(Supplied records)

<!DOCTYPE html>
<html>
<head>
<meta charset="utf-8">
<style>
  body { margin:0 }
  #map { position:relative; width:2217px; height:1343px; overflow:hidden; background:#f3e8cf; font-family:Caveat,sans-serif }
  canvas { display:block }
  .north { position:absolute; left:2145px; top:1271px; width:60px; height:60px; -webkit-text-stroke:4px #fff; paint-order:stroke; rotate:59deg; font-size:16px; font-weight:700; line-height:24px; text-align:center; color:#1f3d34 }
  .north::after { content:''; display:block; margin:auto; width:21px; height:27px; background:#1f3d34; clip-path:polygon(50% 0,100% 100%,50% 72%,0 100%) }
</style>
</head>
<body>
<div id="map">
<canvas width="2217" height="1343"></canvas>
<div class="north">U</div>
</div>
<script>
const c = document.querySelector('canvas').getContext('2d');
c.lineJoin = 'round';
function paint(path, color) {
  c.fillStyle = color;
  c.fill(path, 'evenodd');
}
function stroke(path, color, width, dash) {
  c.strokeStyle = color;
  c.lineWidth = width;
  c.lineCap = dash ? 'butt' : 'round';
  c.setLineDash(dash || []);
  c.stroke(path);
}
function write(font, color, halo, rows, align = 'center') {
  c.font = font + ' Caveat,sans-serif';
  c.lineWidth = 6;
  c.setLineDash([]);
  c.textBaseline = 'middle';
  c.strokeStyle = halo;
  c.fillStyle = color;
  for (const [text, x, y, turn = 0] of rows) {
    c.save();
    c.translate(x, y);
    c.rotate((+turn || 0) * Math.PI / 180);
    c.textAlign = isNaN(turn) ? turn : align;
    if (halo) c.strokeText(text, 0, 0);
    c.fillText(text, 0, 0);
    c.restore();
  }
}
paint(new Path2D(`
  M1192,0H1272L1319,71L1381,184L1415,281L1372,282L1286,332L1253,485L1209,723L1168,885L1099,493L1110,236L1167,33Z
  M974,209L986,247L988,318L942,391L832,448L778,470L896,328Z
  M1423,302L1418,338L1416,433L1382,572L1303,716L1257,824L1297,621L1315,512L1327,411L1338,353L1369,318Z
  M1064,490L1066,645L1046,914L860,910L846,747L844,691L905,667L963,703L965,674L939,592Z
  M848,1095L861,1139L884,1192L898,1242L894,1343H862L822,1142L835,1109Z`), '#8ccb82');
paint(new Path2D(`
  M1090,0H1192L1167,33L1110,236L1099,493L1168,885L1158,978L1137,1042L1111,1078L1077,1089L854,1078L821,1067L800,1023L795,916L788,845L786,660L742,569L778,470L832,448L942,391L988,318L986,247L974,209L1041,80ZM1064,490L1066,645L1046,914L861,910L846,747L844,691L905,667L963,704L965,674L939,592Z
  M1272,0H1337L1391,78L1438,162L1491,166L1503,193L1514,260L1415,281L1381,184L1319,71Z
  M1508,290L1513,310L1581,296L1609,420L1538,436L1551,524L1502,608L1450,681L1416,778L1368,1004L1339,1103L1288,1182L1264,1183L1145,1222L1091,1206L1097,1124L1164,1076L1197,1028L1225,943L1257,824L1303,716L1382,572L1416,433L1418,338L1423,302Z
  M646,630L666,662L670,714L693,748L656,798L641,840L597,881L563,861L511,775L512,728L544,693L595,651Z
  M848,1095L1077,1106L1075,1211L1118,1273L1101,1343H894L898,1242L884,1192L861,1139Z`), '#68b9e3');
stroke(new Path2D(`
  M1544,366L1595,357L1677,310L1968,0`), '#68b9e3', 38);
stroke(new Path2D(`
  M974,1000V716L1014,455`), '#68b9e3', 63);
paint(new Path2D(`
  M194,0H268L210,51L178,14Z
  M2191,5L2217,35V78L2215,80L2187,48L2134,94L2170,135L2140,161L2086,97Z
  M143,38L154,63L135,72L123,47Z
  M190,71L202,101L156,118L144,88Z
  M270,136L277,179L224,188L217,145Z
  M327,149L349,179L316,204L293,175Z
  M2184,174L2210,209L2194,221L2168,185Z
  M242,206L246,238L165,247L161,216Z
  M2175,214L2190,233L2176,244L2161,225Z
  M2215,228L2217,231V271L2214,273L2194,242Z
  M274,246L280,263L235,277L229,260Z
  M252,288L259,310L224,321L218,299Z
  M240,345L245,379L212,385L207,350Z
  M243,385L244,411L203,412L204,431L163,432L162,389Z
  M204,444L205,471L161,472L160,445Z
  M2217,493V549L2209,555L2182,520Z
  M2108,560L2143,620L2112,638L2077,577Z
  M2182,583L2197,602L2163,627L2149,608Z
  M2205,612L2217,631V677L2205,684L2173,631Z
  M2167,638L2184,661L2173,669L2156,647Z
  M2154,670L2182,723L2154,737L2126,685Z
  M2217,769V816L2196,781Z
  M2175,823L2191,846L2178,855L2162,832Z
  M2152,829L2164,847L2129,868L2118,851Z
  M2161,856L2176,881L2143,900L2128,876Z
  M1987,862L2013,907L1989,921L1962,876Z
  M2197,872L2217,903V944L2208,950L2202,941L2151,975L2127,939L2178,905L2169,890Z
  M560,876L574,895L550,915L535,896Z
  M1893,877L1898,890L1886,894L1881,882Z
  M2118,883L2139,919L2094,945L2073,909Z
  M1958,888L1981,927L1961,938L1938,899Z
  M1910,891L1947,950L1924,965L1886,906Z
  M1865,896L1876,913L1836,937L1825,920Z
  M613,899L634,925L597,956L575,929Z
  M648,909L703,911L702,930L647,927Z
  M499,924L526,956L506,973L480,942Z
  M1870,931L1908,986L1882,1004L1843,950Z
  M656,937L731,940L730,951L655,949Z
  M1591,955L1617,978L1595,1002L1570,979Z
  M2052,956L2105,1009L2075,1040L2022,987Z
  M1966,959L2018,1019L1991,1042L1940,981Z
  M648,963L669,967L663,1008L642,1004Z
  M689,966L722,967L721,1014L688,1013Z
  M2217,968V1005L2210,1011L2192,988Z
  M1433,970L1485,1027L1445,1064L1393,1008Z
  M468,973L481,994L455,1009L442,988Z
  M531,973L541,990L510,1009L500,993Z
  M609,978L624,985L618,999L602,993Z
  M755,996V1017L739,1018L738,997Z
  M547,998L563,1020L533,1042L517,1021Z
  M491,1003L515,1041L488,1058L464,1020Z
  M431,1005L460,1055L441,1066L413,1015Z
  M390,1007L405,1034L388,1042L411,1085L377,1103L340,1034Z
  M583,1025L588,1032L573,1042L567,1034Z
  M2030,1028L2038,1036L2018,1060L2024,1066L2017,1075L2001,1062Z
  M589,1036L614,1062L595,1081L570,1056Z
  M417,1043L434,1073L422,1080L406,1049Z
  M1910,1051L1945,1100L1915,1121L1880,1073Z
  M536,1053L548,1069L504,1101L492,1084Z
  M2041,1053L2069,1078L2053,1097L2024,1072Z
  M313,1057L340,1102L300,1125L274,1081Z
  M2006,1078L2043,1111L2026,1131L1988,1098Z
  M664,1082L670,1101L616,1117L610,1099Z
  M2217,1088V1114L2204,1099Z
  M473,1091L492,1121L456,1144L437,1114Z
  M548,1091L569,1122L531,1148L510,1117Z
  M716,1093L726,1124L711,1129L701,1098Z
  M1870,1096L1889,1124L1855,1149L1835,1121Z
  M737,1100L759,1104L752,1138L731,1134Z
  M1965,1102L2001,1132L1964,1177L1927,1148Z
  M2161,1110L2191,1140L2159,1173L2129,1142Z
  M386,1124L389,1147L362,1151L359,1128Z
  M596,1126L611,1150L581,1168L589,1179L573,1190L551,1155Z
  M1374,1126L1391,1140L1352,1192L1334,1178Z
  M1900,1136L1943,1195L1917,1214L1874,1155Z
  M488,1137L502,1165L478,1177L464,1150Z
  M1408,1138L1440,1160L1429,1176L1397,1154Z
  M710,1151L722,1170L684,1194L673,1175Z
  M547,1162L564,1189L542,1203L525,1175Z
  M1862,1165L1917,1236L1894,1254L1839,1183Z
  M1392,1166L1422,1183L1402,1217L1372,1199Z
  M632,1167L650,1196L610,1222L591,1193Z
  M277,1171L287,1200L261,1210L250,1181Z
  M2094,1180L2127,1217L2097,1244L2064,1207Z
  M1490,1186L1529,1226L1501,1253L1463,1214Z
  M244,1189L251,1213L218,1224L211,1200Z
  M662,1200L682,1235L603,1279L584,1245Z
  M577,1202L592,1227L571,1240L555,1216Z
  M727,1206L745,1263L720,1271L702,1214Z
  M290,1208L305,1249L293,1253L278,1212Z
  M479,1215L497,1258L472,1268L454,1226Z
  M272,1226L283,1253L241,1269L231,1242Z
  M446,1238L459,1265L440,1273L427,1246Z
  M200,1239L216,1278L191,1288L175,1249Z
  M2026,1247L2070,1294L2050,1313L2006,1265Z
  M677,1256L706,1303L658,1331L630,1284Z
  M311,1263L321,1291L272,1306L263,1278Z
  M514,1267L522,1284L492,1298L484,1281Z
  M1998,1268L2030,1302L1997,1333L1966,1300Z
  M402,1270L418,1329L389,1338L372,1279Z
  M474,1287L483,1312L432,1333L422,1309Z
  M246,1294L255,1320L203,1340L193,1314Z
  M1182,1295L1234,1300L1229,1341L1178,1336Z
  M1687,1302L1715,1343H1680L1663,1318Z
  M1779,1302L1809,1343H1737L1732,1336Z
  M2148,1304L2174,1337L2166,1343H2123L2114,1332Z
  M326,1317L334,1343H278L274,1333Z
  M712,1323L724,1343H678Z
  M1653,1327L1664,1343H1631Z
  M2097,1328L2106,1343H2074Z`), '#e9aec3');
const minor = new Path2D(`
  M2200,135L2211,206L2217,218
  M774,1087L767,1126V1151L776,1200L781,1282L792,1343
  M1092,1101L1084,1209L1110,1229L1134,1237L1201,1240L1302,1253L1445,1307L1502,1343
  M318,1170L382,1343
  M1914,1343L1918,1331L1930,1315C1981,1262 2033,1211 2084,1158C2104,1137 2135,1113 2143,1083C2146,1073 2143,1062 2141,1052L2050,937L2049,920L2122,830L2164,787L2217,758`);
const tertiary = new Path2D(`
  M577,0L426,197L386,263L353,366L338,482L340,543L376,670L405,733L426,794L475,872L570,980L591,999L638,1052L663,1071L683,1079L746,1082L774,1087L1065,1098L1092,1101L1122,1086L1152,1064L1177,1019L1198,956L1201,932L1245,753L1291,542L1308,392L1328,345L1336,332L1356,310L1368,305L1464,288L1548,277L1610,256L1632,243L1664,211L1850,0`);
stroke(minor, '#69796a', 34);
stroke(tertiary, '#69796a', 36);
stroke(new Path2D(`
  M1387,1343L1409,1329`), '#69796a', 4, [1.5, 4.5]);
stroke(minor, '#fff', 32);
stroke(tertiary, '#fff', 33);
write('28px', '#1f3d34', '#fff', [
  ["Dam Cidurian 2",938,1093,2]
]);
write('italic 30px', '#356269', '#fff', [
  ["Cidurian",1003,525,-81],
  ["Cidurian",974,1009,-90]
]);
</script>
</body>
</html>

(End Supplied records)

**Instructions for the task**. Among the entries above, copy exactly only the lines starting with the one containing "function stroke(path, color, width, dash)" and going through the one containing "c.strokeStyle = halo;", both ends included.

**Solution**.
function stroke(path, color, width, dash) {
  c.strokeStyle = color;
  c.lineWidth = width;
  c.lineCap = dash ? 'butt' : 'round';
  c.setLineDash(dash || []);
  c.stroke(path);
}
function write(font, color, halo, rows, align = 'center') {
  c.font = font + ' Caveat,sans-serif';
  c.lineWidth = 6;
  c.setLineDash([]);
  c.textBaseline = 'middle';
  c.strokeStyle = halo;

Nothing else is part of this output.